Personal information
- Full name: Brandon Tumeth
- Born: 20 April 2003 (age 22) Sydney, New South Wales, Australia
- Height: 183 cm (6 ft 0 in)
- Weight: 97 kg (15 st 4 lb)

Playing information
- Position: Second-row
Club
| Years | Team | Pld | T | G | FG | P |
| 2023 | Wests Tigers | 1 | 0 | 0 | 0 | 0 |
- Source:

= Brandon Tumeth =

Australian rugby league player

Brandon Tumeth (/ˈtjuːməθ/ TEW-məth; born 20 April 2003) is an Australian rugby league footballer who last played as a forward for the Wests Tigers in the National Rugby League (NRL).

==Background==
Tumeth played his junior rugby league for the Concord-Burwood Wolves.
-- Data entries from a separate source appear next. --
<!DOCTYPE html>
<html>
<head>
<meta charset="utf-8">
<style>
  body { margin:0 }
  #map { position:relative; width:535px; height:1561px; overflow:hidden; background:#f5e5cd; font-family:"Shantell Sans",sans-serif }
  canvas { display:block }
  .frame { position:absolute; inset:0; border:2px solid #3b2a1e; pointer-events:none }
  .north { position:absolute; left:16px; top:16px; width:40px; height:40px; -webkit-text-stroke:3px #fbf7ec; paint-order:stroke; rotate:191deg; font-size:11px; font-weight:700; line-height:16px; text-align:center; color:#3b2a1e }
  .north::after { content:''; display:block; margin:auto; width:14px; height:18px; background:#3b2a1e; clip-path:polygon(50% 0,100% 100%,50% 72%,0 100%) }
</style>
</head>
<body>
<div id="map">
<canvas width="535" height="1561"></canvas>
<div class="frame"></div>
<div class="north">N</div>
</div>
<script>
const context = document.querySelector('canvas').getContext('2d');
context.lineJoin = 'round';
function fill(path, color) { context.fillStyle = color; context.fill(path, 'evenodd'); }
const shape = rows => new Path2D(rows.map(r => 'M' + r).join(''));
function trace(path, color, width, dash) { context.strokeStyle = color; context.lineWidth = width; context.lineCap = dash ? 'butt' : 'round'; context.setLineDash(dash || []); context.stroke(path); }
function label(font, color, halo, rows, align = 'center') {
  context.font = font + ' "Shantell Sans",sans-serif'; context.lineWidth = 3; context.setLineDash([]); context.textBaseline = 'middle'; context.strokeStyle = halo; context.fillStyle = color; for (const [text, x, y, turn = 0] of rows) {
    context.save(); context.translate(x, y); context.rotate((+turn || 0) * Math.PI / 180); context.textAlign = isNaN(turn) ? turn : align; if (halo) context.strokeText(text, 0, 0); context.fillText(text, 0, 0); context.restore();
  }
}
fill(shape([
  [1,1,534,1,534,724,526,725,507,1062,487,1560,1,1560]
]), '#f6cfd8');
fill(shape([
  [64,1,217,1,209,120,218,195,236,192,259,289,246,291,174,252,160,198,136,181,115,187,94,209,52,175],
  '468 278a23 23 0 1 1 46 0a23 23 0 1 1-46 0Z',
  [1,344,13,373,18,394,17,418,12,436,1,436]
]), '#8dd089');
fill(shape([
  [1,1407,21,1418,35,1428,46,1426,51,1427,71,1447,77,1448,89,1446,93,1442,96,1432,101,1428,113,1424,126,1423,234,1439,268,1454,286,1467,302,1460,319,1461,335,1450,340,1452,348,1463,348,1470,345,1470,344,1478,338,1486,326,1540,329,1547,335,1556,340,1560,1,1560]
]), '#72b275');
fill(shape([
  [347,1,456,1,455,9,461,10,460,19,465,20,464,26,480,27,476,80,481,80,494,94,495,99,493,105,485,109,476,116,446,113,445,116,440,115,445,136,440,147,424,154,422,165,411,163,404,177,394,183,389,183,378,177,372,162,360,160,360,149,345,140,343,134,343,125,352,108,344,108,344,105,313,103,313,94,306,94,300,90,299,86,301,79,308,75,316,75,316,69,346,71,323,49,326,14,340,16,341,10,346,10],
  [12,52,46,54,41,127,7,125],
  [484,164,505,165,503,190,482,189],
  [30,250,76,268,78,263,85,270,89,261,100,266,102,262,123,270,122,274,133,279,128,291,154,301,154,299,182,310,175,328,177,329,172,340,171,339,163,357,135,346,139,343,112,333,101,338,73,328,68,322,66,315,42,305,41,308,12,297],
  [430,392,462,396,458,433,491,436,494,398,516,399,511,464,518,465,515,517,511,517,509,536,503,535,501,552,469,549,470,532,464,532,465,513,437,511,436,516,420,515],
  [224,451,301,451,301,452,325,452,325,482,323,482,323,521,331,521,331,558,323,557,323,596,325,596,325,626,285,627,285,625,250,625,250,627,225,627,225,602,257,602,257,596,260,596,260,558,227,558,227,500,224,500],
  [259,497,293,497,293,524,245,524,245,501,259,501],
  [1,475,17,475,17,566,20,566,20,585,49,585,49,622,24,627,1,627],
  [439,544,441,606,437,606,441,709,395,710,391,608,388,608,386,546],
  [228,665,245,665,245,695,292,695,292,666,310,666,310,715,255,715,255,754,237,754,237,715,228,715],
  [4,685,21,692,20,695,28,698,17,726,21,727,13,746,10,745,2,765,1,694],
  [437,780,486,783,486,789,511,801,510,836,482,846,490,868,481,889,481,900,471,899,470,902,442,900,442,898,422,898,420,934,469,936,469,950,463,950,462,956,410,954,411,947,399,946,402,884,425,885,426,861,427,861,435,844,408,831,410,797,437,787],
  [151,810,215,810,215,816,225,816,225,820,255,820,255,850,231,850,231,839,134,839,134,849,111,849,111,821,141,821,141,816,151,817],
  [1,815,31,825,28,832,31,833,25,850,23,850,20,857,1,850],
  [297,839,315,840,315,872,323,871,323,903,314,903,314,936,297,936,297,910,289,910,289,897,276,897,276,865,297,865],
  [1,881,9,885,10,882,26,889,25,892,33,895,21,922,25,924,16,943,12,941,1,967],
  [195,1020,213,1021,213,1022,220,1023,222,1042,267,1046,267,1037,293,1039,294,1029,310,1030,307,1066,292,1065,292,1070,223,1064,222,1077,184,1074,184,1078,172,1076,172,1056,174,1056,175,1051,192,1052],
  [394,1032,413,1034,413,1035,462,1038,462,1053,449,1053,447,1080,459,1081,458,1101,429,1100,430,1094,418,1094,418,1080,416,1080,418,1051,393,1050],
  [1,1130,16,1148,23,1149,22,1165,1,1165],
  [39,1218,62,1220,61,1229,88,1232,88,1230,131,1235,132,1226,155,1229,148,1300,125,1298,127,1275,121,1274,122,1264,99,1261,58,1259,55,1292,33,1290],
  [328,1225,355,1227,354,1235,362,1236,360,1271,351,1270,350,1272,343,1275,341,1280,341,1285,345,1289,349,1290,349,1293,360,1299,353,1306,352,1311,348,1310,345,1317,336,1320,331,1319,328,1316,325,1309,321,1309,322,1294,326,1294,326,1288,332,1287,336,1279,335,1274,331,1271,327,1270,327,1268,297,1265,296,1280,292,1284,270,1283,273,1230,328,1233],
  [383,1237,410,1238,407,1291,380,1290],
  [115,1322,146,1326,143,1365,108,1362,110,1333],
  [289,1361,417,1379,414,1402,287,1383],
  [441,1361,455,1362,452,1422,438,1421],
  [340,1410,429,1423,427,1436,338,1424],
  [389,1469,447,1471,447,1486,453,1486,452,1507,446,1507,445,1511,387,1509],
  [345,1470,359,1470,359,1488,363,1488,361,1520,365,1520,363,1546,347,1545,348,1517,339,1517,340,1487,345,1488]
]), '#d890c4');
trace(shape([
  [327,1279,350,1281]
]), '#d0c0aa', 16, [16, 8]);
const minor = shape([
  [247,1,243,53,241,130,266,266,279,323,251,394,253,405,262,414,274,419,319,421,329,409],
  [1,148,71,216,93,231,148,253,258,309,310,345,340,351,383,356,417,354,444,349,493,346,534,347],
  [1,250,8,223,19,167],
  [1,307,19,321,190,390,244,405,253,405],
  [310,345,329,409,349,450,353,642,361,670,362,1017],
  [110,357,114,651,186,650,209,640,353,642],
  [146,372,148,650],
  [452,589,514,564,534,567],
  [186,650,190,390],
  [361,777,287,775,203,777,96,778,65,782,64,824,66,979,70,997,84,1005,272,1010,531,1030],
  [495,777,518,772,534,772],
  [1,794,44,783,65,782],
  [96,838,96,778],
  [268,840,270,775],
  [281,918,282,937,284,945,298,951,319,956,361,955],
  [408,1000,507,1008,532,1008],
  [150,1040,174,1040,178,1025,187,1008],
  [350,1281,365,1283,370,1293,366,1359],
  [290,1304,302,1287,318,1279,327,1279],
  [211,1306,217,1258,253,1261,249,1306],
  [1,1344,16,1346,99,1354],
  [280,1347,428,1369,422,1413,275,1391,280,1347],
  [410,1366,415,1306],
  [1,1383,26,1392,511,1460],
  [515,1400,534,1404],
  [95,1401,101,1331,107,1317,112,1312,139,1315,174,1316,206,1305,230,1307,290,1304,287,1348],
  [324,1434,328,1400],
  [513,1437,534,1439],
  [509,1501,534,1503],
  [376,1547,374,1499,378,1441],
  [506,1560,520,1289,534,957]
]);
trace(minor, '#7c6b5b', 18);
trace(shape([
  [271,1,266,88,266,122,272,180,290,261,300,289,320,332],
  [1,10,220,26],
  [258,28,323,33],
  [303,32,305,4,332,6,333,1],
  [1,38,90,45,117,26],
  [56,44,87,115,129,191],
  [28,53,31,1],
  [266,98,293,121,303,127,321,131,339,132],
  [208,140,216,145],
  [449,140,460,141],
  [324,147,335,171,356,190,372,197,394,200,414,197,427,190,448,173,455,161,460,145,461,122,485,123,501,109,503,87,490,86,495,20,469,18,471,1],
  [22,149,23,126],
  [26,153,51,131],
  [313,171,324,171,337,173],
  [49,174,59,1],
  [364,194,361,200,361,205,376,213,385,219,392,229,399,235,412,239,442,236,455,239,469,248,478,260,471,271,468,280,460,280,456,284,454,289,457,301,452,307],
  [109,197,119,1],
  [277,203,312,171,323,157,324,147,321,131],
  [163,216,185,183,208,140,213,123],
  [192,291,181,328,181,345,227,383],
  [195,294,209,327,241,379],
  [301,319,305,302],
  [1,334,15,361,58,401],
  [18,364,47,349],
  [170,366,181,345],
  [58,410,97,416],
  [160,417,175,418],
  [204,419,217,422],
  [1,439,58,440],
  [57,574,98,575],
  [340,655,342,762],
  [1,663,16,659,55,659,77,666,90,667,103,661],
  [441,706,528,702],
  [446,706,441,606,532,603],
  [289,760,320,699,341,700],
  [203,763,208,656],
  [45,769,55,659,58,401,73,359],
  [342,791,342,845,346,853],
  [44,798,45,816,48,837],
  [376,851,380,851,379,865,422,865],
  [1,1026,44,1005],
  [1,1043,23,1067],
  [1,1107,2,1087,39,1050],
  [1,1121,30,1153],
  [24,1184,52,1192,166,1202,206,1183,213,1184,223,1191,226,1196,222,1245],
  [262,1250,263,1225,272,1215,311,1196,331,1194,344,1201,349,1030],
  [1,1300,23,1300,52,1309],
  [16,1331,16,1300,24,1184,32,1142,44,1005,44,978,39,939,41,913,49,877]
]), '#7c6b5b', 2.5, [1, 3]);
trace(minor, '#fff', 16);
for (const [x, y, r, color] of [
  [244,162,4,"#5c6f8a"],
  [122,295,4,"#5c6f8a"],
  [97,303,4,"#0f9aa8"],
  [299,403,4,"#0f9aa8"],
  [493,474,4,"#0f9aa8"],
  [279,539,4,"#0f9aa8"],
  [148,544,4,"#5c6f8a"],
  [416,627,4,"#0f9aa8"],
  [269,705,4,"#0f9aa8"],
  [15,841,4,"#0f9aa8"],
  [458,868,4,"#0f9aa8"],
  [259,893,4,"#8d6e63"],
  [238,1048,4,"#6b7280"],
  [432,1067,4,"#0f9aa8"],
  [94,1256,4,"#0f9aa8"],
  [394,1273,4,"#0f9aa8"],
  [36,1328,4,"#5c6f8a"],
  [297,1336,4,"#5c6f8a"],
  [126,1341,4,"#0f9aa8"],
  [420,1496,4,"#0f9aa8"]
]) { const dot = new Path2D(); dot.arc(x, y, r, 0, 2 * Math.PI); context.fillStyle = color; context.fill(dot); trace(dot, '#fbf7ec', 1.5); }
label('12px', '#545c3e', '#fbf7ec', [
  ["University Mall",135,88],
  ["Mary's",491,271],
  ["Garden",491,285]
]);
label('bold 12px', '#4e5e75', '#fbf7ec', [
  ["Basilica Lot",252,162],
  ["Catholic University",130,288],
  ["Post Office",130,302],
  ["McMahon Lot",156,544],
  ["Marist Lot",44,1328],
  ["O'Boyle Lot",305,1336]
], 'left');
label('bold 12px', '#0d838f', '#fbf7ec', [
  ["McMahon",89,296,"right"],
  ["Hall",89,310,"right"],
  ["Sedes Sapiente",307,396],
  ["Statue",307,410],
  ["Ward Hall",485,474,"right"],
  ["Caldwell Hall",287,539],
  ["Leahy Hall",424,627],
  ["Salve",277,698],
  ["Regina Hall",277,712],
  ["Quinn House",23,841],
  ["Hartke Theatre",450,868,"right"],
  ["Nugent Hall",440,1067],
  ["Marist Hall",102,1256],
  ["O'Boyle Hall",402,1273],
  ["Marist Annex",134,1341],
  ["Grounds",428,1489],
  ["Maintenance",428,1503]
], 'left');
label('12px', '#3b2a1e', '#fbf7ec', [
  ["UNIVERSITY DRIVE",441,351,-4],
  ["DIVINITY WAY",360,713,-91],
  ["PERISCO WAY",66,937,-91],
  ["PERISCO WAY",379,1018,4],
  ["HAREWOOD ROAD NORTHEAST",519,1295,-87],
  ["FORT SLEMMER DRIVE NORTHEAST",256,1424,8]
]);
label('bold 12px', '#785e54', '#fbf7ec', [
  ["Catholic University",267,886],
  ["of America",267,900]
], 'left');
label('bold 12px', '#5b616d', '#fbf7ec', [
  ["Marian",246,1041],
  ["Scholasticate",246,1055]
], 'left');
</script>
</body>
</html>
He also played for Holy Cross in the NRL Schoolboys Cup.

After playing in the junior representative competitions with the Balmain Tigers as captain of the S. G. Ball Cup team in 2021, he would represent City in an Under 18s representative match against Country in 2021.

==Playing career==
Tumeth was signed by the Wests Tigers in 2021, He played for New South Wales in the Under 19s State of Origin match in June 2022, and was added to the Future Blues camp at the end of the 2022 season.

He made his first grade debut for the Wests Tigers in his side's 14–12 loss to the Newcastle Knights at Leichhardt Oval in round 2 of the 2023 NRL season.

On 30 September 2025, the Wests Tigers announced that Tumeth was one of six players to depart the club at the end of the season.